Excerpted records:
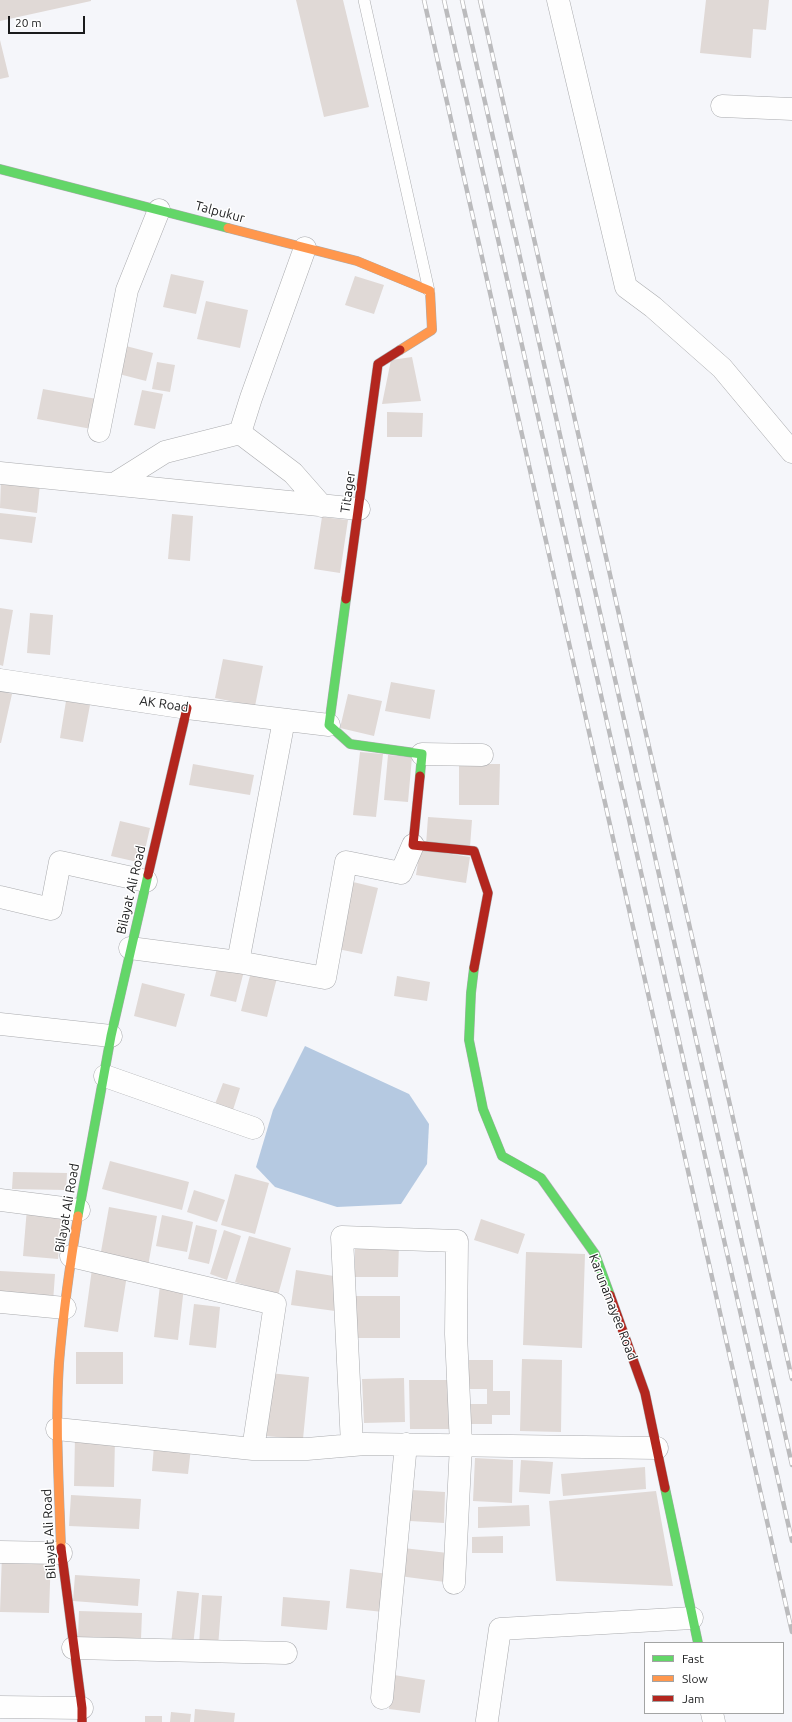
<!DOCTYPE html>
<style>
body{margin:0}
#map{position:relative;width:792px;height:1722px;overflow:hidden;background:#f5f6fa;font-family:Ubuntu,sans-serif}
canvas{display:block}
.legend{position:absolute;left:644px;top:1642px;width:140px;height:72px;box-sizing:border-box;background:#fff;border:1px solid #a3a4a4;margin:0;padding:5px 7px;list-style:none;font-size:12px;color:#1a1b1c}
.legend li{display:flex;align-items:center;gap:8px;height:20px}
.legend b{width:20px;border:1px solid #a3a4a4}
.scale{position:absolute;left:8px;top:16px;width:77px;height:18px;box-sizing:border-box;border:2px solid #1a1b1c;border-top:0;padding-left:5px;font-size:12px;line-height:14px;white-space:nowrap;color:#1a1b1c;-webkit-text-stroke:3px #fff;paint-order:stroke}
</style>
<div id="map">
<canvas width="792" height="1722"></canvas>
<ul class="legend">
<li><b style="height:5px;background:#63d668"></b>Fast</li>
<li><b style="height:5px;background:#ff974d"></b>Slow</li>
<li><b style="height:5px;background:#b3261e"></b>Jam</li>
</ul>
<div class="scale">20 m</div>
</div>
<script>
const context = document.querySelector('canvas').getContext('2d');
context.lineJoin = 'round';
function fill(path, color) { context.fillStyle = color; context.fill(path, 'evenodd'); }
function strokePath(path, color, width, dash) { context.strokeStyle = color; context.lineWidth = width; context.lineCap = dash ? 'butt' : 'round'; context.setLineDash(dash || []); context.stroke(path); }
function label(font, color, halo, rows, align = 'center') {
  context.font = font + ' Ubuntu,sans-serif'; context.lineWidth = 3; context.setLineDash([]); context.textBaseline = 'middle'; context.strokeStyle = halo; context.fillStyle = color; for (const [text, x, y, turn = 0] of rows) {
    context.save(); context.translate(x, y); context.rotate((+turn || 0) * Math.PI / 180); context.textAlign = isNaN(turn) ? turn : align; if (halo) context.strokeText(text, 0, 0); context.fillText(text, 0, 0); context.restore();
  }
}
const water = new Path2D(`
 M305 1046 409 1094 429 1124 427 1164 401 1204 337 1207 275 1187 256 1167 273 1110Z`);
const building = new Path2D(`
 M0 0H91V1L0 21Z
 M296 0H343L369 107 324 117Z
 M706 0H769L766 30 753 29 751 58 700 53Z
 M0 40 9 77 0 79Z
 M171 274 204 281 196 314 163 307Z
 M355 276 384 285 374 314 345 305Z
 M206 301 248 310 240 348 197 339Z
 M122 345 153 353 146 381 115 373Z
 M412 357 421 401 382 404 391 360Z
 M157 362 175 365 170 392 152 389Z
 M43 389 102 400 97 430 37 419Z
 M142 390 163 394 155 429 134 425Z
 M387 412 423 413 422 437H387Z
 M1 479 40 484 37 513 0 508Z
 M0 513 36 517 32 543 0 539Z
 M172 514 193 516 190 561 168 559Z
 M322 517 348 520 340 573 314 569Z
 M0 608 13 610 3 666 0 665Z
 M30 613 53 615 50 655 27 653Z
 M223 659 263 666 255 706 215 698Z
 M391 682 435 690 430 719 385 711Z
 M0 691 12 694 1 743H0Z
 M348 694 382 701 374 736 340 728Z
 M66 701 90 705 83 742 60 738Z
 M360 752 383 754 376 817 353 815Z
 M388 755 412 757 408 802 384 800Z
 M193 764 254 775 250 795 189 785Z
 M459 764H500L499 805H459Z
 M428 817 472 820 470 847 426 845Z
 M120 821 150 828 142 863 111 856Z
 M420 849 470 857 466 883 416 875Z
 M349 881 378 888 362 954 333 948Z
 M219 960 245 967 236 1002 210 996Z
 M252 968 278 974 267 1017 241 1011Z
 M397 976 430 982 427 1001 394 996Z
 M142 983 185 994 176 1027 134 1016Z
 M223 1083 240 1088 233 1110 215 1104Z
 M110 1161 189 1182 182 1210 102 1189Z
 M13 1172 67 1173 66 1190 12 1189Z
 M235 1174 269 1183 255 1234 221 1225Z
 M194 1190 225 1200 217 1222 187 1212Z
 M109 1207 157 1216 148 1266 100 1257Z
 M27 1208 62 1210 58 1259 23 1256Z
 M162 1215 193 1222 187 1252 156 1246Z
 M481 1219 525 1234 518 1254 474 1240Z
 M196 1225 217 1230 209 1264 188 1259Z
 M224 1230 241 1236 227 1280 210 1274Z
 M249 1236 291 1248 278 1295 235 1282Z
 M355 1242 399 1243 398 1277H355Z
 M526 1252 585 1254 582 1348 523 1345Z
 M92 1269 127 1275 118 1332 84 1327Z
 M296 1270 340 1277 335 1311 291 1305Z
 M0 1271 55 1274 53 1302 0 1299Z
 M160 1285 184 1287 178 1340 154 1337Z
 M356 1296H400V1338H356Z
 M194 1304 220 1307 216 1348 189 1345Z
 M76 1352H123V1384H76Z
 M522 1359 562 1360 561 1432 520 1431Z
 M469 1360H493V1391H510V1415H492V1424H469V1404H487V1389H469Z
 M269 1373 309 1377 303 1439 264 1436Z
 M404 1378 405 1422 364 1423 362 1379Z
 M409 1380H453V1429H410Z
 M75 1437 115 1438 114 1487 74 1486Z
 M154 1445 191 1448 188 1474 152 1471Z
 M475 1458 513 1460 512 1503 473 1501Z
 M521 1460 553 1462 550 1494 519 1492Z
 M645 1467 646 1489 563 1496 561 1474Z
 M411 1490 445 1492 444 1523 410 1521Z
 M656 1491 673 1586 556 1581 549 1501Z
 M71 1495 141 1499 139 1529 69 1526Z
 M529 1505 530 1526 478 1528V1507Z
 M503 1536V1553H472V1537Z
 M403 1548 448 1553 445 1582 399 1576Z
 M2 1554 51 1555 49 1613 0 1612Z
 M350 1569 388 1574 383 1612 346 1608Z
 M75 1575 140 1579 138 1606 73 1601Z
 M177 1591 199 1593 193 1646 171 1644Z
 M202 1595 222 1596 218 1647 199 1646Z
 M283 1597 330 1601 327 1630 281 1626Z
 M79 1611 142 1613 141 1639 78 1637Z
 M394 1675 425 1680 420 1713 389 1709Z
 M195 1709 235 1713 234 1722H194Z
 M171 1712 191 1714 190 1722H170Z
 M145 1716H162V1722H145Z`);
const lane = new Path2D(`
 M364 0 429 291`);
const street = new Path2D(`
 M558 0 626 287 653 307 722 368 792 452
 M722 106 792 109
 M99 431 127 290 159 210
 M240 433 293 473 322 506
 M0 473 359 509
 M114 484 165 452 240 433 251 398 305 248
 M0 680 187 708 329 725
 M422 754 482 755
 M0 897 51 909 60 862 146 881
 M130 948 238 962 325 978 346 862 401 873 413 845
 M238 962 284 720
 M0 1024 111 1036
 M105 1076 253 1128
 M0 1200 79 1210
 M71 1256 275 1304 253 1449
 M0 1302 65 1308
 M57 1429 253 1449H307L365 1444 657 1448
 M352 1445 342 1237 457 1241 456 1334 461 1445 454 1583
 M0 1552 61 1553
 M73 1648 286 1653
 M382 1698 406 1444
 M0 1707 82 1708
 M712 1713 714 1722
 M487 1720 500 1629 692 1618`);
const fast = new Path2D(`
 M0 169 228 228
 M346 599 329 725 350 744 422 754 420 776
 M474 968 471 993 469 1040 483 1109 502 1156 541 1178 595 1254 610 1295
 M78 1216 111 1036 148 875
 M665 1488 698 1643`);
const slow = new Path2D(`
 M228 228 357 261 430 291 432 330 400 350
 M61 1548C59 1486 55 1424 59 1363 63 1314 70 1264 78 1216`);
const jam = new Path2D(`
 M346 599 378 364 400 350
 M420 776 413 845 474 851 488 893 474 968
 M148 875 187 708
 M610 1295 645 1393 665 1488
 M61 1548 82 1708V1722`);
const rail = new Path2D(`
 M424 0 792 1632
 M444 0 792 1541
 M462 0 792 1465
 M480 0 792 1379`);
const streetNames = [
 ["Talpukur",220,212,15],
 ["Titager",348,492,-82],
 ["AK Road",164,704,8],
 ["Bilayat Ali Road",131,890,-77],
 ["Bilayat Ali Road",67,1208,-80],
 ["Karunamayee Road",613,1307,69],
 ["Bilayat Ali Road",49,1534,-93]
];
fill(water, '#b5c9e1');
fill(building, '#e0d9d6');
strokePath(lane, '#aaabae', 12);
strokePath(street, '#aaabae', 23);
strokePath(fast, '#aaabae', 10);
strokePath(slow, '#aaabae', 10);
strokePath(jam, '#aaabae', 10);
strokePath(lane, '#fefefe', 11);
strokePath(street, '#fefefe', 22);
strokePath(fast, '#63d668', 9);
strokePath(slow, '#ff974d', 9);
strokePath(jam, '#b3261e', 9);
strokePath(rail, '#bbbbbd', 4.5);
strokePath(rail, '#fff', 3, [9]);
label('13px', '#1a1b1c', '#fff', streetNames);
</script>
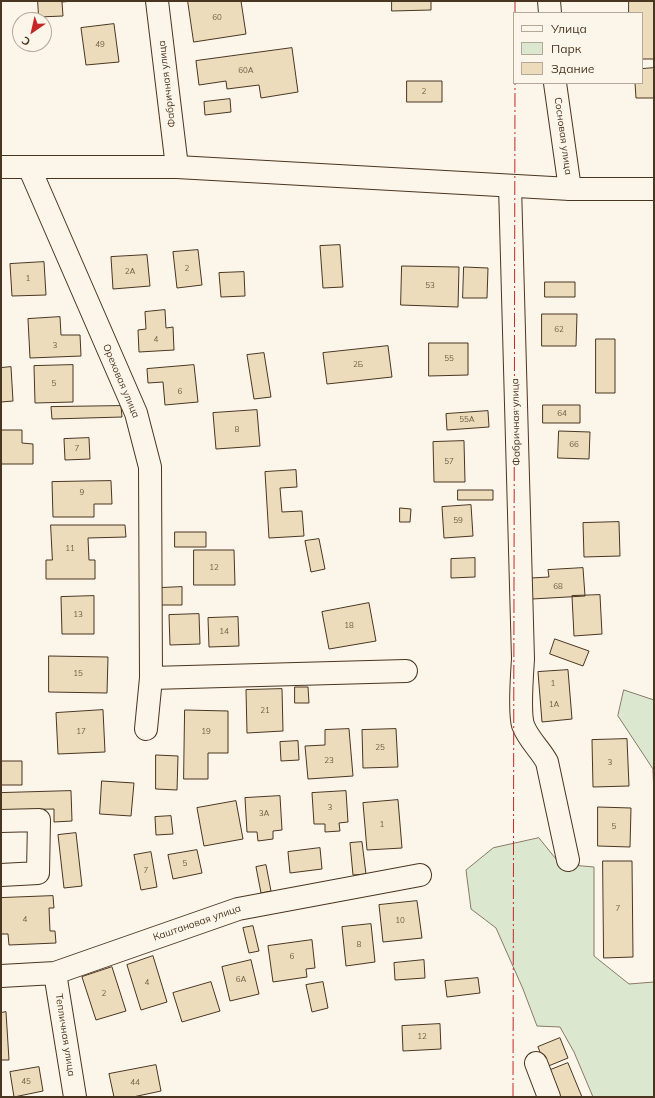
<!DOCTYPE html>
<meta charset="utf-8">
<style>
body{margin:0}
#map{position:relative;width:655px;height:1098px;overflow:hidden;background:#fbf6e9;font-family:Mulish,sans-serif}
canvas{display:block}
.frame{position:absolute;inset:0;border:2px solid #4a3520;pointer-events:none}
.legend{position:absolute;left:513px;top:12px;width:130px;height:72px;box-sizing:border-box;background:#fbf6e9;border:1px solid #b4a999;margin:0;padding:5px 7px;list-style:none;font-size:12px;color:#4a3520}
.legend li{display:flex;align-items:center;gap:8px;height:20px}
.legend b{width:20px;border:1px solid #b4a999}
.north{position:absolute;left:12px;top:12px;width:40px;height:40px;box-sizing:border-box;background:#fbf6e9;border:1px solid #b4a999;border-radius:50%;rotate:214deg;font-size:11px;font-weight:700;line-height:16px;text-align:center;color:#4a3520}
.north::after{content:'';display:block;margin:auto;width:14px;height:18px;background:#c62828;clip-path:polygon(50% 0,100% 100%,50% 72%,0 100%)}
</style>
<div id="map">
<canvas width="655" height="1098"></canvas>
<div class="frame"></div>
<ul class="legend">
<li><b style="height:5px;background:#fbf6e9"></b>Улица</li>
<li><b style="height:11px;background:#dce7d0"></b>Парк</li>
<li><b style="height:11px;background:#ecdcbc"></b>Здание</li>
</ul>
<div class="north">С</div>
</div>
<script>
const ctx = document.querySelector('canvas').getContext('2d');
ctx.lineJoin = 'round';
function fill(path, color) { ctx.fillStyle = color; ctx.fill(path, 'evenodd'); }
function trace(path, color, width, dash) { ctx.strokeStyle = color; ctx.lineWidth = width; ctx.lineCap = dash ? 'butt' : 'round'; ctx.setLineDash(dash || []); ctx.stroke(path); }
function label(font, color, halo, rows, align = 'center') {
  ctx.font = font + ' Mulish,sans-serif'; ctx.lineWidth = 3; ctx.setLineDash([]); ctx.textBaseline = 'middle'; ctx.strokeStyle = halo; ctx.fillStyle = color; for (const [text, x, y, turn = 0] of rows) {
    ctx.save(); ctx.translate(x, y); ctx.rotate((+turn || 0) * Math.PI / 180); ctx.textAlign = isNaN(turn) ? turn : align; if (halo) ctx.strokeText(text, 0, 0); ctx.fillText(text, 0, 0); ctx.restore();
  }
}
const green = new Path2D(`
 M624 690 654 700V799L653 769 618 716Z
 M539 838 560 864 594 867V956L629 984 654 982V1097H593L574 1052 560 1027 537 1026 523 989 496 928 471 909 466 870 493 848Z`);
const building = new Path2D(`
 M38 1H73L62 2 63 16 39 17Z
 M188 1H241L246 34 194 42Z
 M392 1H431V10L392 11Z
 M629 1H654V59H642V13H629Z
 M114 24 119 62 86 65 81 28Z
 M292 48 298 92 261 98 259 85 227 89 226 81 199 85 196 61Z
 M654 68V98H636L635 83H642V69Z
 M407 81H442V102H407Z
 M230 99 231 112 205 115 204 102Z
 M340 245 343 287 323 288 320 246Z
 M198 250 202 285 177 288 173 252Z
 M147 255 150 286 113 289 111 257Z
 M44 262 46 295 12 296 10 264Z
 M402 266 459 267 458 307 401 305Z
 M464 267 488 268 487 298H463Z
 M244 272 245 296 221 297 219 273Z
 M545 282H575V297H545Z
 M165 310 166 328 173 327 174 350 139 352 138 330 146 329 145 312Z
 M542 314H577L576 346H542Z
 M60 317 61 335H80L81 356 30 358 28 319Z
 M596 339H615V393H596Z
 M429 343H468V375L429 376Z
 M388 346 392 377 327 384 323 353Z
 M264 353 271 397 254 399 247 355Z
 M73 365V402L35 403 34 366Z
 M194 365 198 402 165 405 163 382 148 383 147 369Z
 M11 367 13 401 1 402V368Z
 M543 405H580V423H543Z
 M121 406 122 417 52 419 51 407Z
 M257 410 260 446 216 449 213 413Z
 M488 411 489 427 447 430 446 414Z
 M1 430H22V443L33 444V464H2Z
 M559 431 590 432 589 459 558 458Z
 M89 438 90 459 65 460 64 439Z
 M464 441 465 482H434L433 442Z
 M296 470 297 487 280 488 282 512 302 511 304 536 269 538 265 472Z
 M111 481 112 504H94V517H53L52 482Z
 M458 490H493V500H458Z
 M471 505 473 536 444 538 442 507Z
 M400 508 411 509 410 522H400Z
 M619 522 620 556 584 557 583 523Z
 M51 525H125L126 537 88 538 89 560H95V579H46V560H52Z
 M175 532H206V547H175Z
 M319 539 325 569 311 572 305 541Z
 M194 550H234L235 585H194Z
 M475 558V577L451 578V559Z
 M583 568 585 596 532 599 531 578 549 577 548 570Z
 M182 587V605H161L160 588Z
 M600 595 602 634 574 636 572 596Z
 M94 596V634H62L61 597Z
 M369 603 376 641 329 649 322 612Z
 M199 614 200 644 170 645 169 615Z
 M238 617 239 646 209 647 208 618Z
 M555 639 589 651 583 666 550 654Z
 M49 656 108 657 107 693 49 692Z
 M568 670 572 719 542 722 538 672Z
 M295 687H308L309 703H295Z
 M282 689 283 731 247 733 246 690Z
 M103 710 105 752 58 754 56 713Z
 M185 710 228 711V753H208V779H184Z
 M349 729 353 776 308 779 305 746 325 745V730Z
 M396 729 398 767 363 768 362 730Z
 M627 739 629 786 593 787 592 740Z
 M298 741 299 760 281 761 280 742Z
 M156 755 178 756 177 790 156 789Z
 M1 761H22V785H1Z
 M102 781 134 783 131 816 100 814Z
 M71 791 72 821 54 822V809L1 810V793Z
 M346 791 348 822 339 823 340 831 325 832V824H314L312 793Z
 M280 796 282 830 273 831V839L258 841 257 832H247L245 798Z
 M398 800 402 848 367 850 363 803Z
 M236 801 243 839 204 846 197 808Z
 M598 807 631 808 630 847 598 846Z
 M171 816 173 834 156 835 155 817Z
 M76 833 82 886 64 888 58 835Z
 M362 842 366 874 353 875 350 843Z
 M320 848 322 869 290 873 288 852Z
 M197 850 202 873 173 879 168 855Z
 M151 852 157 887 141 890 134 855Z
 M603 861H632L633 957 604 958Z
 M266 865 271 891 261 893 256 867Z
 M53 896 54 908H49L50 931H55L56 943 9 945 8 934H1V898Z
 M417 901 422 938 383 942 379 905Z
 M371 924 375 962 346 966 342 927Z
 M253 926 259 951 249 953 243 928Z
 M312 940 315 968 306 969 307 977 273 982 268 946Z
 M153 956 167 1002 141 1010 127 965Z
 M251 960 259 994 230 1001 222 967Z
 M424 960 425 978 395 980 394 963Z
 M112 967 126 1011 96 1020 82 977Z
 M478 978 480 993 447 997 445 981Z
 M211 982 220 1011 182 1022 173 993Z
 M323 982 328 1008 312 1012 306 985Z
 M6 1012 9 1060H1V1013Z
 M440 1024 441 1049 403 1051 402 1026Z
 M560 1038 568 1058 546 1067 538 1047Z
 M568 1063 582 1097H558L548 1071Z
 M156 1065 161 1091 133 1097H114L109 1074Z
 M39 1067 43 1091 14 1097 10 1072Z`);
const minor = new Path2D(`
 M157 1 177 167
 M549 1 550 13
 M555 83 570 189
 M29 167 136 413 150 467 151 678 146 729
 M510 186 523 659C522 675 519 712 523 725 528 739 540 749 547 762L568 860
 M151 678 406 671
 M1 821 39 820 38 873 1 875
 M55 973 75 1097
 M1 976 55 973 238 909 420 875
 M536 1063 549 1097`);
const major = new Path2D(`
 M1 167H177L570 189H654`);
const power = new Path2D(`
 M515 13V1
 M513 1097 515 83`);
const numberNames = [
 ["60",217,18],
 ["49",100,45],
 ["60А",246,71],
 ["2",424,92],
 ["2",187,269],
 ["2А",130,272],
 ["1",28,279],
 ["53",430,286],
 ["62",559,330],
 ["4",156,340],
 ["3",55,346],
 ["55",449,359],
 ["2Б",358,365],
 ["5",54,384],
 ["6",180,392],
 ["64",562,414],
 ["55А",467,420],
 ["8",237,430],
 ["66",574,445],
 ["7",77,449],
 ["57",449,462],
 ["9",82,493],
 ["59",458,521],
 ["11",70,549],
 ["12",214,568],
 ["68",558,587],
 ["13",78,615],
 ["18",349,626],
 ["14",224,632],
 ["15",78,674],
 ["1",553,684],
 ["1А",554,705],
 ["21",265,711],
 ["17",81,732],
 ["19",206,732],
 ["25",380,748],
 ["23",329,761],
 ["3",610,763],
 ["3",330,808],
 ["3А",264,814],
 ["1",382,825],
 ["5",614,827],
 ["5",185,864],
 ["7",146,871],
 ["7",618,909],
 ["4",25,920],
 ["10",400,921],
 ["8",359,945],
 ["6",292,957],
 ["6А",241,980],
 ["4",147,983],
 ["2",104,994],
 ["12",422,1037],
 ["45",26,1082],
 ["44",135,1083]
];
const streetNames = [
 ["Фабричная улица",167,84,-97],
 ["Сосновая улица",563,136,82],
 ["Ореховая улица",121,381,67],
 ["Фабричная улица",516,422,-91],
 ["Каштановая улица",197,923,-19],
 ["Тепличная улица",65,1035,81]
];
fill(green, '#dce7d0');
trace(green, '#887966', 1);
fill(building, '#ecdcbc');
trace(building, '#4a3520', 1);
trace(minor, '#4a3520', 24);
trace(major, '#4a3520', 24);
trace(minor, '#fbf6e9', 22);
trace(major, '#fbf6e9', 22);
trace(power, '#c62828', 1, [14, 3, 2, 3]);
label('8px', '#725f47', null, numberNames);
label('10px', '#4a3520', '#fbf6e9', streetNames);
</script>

Your instructions: Copy each line from the data that features the string "lineJoin".

Expected answer:
context.lineJoin = 'round';
ctx.lineJoin = 'round';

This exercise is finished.